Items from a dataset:
------
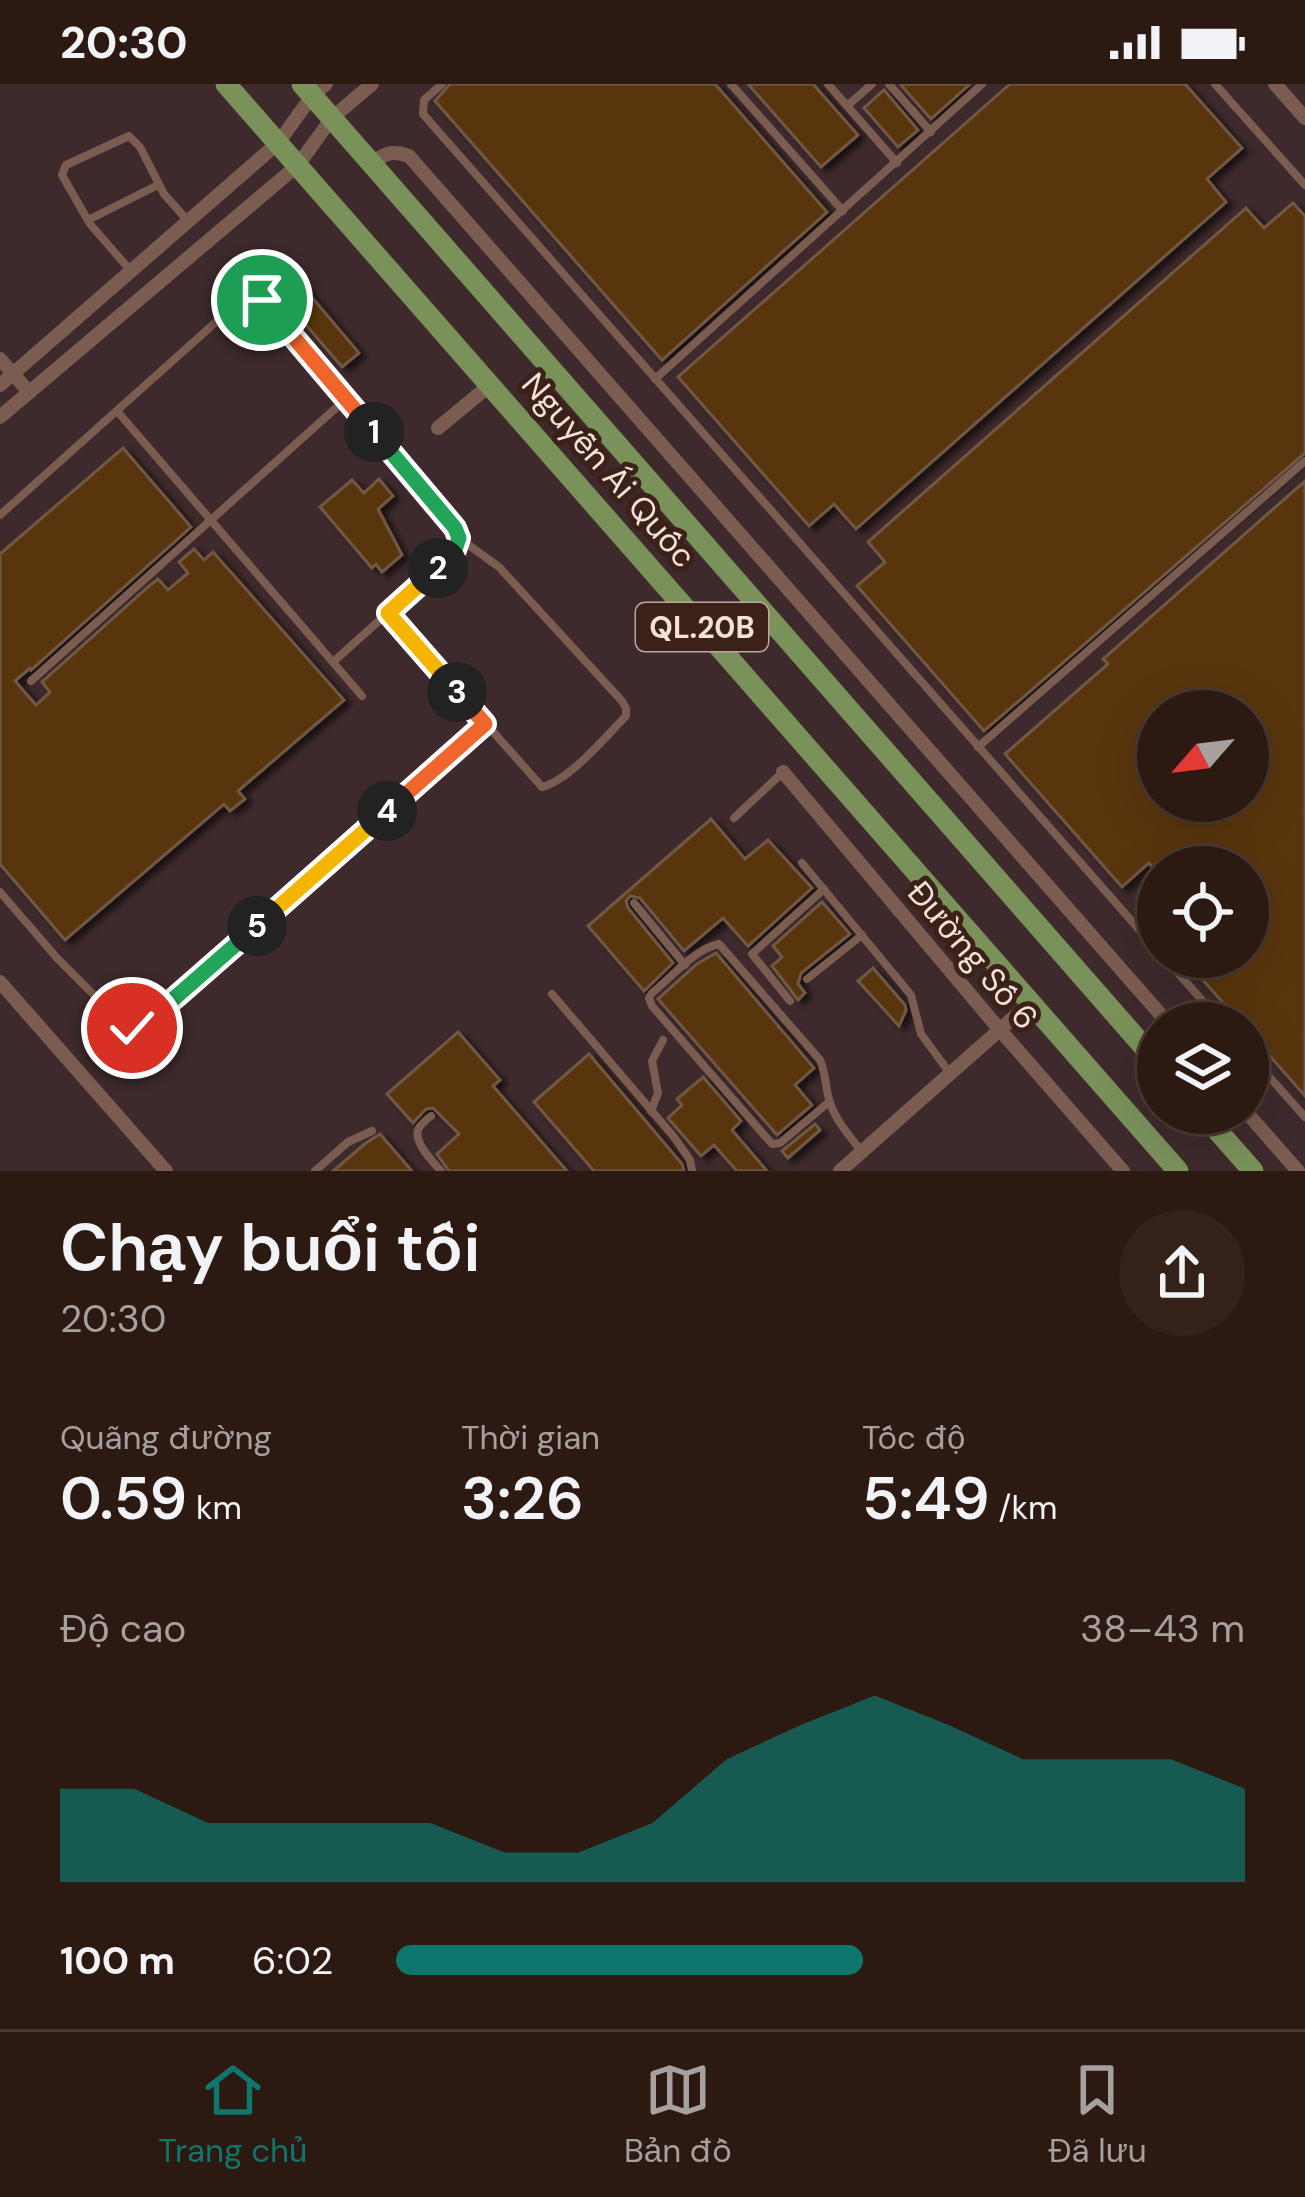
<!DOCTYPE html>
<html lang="vi">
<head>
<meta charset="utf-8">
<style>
  :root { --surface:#2c1911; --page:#34221a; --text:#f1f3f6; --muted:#a6a09f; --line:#483831; --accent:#0f766e }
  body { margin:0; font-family:"DM Sans",sans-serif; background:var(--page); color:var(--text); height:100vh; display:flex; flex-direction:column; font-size:45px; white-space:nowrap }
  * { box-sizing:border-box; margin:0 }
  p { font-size:39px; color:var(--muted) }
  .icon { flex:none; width:66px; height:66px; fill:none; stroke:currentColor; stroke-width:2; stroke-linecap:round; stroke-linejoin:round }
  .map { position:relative; height:1087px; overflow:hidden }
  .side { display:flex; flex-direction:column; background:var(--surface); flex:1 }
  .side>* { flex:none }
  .needle { width:78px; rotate:242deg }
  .controls { position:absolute; left:1137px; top:606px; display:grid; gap:24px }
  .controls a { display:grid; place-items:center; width:132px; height:132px; border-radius:50%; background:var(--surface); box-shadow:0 12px 48px #0002,0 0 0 3px var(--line); font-size:60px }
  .pin { position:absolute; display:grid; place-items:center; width:102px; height:102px; color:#fff; margin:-51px; border:6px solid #fff; border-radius:50%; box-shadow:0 3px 12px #0007 }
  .km { position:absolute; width:60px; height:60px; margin:-30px; border-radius:50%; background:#222; color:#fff; font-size:33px; line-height:60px; text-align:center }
  .round { display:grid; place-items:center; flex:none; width:126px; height:126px; border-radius:63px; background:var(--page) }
  .overview { display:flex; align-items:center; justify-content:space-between; height:204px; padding:0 60px }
  h1 { font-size:66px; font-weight:600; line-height:90px }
  .figures { display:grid; grid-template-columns:repeat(3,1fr); gap:18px; height:204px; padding:12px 60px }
  .figures div { display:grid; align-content:center }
  .figures b { font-size:60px; font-weight:600 }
  .figures small { font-size:33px; font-weight:400 }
  .figures p { font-size:33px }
  .chart { height:336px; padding:24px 60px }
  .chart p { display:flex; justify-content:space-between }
  .chart svg { width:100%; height:216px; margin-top:12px; fill:var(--accent); opacity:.7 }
  ul { padding:0 60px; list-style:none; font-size:39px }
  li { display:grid; grid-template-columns:192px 144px 1fr; align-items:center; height:90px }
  li i { height:30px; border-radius:15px; background:var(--accent) }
  .status { display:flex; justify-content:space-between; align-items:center; height:84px; padding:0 60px; background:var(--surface); direction:ltr }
  .status svg { height:33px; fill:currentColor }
  .dock { display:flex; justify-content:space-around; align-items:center; height:168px; border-top:3px solid var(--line); background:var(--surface); font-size:33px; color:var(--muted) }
  .dock a { display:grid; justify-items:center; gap:6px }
  .dock .current { color:var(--accent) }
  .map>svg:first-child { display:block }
</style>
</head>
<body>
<div class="status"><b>20:30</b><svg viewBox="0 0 49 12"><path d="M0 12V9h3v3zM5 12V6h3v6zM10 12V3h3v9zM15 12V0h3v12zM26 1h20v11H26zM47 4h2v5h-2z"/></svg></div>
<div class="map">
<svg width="1305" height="1087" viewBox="0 0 1305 1087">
  <defs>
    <filter id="shadow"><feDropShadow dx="6" dy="4" stdDeviation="3" flood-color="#0009"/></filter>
  </defs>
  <rect width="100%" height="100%" fill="#3b2117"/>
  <path fill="#3e2a2c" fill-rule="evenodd" d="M0 0H1305V1087H0ZM1158 627H1248V717H1158ZM1158 783H1248V873H1158ZM1158 939H1248V1029H1158Z"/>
  <g fill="#59340f" stroke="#715844" stroke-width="3" fill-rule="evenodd" filter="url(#shadow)">
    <path d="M450 0H715L827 128 662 276 435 17Z"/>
    <path d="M748 0H813L858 51 821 83Z"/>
    <path d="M900 0H970L931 35Z"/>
    <path d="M1010 0H1185L1242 64 1207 95 1226 118 856 445 834 420 809 442 678 293Z"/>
    <path d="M884 6 918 46 898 63 864 24Z"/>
    <path d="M1293 119 1305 132V369L984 647 857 502 885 478 868 458 1246 124 1264 144Z"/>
    <path d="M299 198 359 269 342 283 282 213Z"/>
    <path d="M123 364 191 443 31 586 30 584 15 597 36 621 50 608 42 598 148 503 158 495 168 506 188 489 179 478 194 465 204 476 213 468 344 616 238 707 245 715 230 727 224 720 65 856 0 780V470Z"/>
    <path d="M379 395 393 412 378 425 402 471 382 488 376 480 372 484 320 423 352 396 364 409Z"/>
    <path d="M1305 397V1012L1248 947V939H1241L1193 885 1207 873H1248V783H1152L1149 779 1122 803 1005 670 1108 580 1103 575ZM1158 627H1248V717H1158Z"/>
    <path d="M711 735 745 775 768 756 812 804 748 862 723 834 684 867 640 814 630 812 626 817 628 824 673 879 644 907 588 842Z"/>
    <path d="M822 818 850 850 801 889 798 900 805 909 798 916 772 882 782 873 773 862Z"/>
    <path d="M716 869 814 984 795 1001 812 1021 777 1051 658 915 697 880Z"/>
    <path d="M873 884 905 921 906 926 899 942 858 897Z"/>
    <path d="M458 948 500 996 493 1002 567 1087H449L437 1070 459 1050 433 1024 426 1025 413 1039 387 1010Z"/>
    <path d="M589 970 682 1080 684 1087H594L534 1018Z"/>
    <path d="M703 993 741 1037 732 1046 767 1087H737L714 1061 701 1072 668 1034 682 1021 677 1015Z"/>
    <path d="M815 1040 820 1046 788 1074 782 1067Z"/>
    <path d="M380 1050 412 1087H333L366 1059Z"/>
  </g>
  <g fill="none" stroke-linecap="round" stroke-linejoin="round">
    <g stroke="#7b5c50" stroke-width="8">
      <path d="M442 0 424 16 423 30 1158 867"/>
      <path d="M731 0 843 127"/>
      <path d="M828 0 897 79"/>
      <path d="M889 0 931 48"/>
      <path d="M1215 0 1305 101"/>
      <path d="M847 22 872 0"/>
      <path d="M88 136 158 101"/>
      <path d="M130 186 90 140 62 91 66 81 129 52 140 63 164 110 188 137"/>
      <path d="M655 295 982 0"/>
      <path d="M117 327 362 612"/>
      <path d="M0 431 235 221 246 217 262 216 455 444 459 454 448 475 333 578"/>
      <path d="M388 529 542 703C570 696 605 653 626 632V624L621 616 499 483 459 454"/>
      <path d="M31 597 346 315"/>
      <path d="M978 663 1305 377"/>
      <path d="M734 734 782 689"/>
      <path d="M802 779 911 911 921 950 949 988"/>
      <path d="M0 808 57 874 123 940 132 944 142 940 485 640"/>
      <path d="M634 819 685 881"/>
      <path d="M1164 873 1222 939"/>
      <path d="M807 895 862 851"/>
      <path d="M552 910 674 1053 690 1076 692 1087"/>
      <path d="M790 917 752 870 824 805"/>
      <path d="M1248 969 1305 1033"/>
      <path d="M829 1018 780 1059 772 1060 652 922 649 914 652 909C672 893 694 865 719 860L820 976C826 989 825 1002 829 1015 834 1035 849 1051 861 1067"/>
      <path d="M651 1027 658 1009 652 977 663 956"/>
      <path d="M431 1032C428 1034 419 1042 418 1046 414 1059 433 1078 441 1087"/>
      <path d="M315 1087 348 1058 372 1047"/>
    </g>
    <g stroke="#7b5c50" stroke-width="14">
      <path d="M1275 0 1305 34"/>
      <path d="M372 80C384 69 393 66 409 72L1168 939"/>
      <path d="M0 275 29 308"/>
      <path d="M0 301 278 59 312 12 326 0"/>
      <path d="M0 333 298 81 332 34 372 0"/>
      <path d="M438 344 490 301"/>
      <path d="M783 688 1000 946 1123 1087"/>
      <path d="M0 898 166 1087"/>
      <path d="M1247 1029 1298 1087"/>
      <path d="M840 1087 1030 919"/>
    </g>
    <g stroke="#7b915a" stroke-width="21">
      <path d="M226 0 1178 1087"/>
      <path d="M302 0 1158 979"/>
      <path d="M1202 1029 1253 1087"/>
    </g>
  </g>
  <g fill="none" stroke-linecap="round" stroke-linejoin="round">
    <g stroke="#fff" stroke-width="24">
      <path id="split-1" d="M262 216 374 348"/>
    </g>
    <g stroke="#fff" stroke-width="24">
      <path id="split-2" d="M374 348 455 444 459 454 455 466 438 484"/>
    </g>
    <g stroke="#fff" stroke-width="24">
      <path id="split-3" d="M438 484 388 529 457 608"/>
    </g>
    <g stroke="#fff" stroke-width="24">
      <path id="split-4" d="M387 727 485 640 457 608"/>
    </g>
    <g stroke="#fff" stroke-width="24">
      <path id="split-5" d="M257 842 387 727"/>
    </g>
    <g stroke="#fff" stroke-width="24">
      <path id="split-6" d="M132 944 153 933 257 842"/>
    </g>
    <use href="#split-1" stroke="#f0652b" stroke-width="15"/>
    <use href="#split-2" stroke="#22a559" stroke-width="15"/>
    <use href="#split-3" stroke="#f5b400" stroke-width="15"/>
    <use href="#split-4" stroke="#f0652b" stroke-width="15"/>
    <use href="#split-5" stroke="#f5b400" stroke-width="15"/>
    <use href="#split-6" stroke="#22a559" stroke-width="15"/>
  </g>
  <g text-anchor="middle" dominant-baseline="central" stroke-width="10" stroke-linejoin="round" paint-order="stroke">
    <rect fill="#3b2117" stroke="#bca7a0" stroke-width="3" x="636" y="519" width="132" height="48" rx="9"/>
    <g font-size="30" font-weight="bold" fill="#f4e1da">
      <text x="702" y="543">QL.20B</text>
    </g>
    <g font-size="33" fill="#f4e1da" stroke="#3b2117">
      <text transform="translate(609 386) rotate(49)">Nguyễn Ái Quốc</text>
      <text transform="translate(973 871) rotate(50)">Đường Số 6</text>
    </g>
  </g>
</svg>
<div class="controls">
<a><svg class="needle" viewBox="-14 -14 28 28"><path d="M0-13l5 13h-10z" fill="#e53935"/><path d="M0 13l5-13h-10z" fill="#a6a09f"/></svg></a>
<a><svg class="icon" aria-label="locate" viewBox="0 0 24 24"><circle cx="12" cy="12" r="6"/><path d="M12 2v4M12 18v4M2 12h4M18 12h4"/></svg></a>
<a><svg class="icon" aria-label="layers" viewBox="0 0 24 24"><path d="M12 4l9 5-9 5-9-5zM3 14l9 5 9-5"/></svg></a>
</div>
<div class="pin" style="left:262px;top:216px;background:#1e9e55"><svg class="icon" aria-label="arrive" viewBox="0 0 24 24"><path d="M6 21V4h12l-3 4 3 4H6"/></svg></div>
<div class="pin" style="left:132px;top:944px;background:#d93025"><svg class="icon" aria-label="check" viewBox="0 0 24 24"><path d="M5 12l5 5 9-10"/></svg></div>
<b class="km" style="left:374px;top:348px">1</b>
<b class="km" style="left:438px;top:484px">2</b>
<b class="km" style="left:457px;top:608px">3</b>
<b class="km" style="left:387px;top:727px">4</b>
<b class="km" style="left:257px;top:842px">5</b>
</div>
<section class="side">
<div class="overview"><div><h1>Chạy buổi tối</h1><p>20:30</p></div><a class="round"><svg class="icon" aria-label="share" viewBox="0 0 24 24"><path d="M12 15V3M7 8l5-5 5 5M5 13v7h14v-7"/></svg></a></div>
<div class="figures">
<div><p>Quãng đường</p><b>0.59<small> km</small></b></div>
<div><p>Thời gian</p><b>3:26</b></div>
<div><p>Tốc độ</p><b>5:49<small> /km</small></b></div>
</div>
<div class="chart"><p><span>Độ cao</span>38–43 m</p>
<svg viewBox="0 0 160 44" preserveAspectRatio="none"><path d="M0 44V25L10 25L20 32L30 32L40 32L50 32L60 38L70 38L80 32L90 19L100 12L110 6L120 12L130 19L140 19L150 19L160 25V44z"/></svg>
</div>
<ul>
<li><b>100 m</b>6:02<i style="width:55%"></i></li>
</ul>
</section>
<nav class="dock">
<a class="current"><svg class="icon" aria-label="home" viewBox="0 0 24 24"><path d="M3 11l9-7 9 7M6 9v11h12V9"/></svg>Trang chủ</a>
<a><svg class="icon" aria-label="map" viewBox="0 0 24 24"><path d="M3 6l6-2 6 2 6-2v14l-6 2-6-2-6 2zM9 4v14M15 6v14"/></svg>Bản đồ</a>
<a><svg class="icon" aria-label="saved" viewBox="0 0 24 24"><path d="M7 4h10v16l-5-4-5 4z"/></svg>Đã lưu</a>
</nav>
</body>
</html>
------
WORK TO COMPLETE: In the entries above, restate word for word the lines between the one holding "display:flex; flex-direction:column; background:var(--surface);" and the one holding "display:grid; place-items:center; width:132px;", inclusive, and nothing besides.

RESULT:
  .side { display:flex; flex-direction:column; background:var(--surface); flex:1 }
  .side>* { flex:none }
  .needle { width:78px; rotate:242deg }
  .controls { position:absolute; left:1137px; top:606px; display:grid; gap:24px }
  .controls a { display:grid; place-items:center; width:132px; height:132px; border-radius:50%; background:var(--surface); box-shadow:0 12px 48px #0002,0 0 0 3px var(--line); font-size:60px }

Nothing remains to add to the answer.